Anyone who knows Mama G. knows she loves to talk, she loves to reach out, communicate … In fact you can’t shut her up and she has this annoying habit of butting in mid-sentence.
So when Mama G is silent, lost her voice, this is not a good sign. It is bad, very bad. Either she is clinically depressed and has withdrawn into her own safe shell behind the invisible barricades in her head or worse still she has been silenced. Sounds rather alarming and dramatic as if my tongue had been cut off or a gun is put against my head or my family threatened if I dared breathe a word.
Silence like a thief in the night crept upon me unawares; being ignored, my opinions, feelings dismissed, unacknowledged, worse still ridiculed and so the brainwashing began, the drip drip daily effect convincing me I was not worth being heard. Later it became that I was paranoid, over-anxious and quite possibly insane. How I felt and thought were not based on reality, truth. I suffered from depression, a mental illness, so could my emotions, opinions and concerns be rational and valid.
The man I was married to and loved, the father of my child kept pointing out my faults, imperfections in an attempt to create a better me. He was doing it for my own good. If he didn’t care why would he bother? After all he wasn’t doing it to his friends or family. He must love me so much and what he said must be true otherwise why would someone I trust with my life and for whom I would take a bullet for without hesitation do that?
So I shut up. I swallowed my true feelings, what I wanted, what I needed and never opened my mouth to express them because I was thinking and feeling wrong. In fact I was wrong; there was something very wrong with me and it was his job to save me, to show me the error of my ways.
It was also too much of an effort, exhausting to have to fight your corner every single time over the most trivial of things and of course there was also the harmony of the family, keeping the peace to consider. I was always the one to say sorry first whether I believed I was right or wrong. The family was my world, was what gave meaning to my life and what made me; wife and mother above all else. It could not be broken at any cost, even if it meant losing my identity in the process, although it was never such a conscious decision or thought.

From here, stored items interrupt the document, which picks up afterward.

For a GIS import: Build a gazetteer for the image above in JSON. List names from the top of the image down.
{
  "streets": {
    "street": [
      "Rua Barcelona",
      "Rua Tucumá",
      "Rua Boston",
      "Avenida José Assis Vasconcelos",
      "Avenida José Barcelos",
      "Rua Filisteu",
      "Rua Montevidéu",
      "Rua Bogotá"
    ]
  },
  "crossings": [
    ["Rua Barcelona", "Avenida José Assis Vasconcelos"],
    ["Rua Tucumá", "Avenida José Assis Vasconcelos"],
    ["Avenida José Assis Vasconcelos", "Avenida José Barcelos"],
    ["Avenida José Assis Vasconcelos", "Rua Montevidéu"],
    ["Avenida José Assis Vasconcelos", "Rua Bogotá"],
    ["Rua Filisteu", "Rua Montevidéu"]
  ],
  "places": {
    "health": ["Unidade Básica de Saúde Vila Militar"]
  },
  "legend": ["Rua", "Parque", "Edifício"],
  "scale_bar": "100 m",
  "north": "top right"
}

The need to fill the bottomless void of a sense of belonging, of loving and being loved, being accepted, being validated and having a specific role in life that gave meaningful to my existence superseded everything. Yes in the end without realising I lost my entire self not only my voice.
In spite of my superhuman efforts the family was demolished and matters were taken out of my hands. Loss registering on the Richter scale.
But everything has a flip side, everything, no matter how dire. The opposite of loss is gain. Stripped of everything and I mean everything there was nobody but me. I found me again because there was nothing else. I rediscovered the use of my voice because now there was no one to tell me to shut up or mock what I had to say. Nobody to make me feel stupid for feeling the way I did or that my emotions were somehow wrong, irrational, invalid. That I was being paranoid, crazy, difficult, sick.
I gained freedom. I could sing at home, out of tune, it didn’t matter, it made me happy. I gained happiness, freedom, a rare feeling of being comfortable in my own skin, of not feeling on edge, on permanent defensive mode, ready to do battle against verbal attack and put downs.
Finally I could give it a name: emotional abuse, a form of domestic violence. I never in a million years thought I was a sufferer. I was never punched, kicked, slapped, had my hair pulled or knocked to the ground. Nevertheless abuse it definitely was just not physical but it poisoned my mental and emotional well-being and affected my health. Frustration and anger turned within became clinical depression. We all know mind-body spirit are interconnected. Maybe it weakened my immune system too and allowed the cancer cells to run riot not once but twice, who knows.
With huge loss comes tremendous gain and a tough old bird is born, broken wings healed ready to soar the heights beyond the clouds into yonder blue.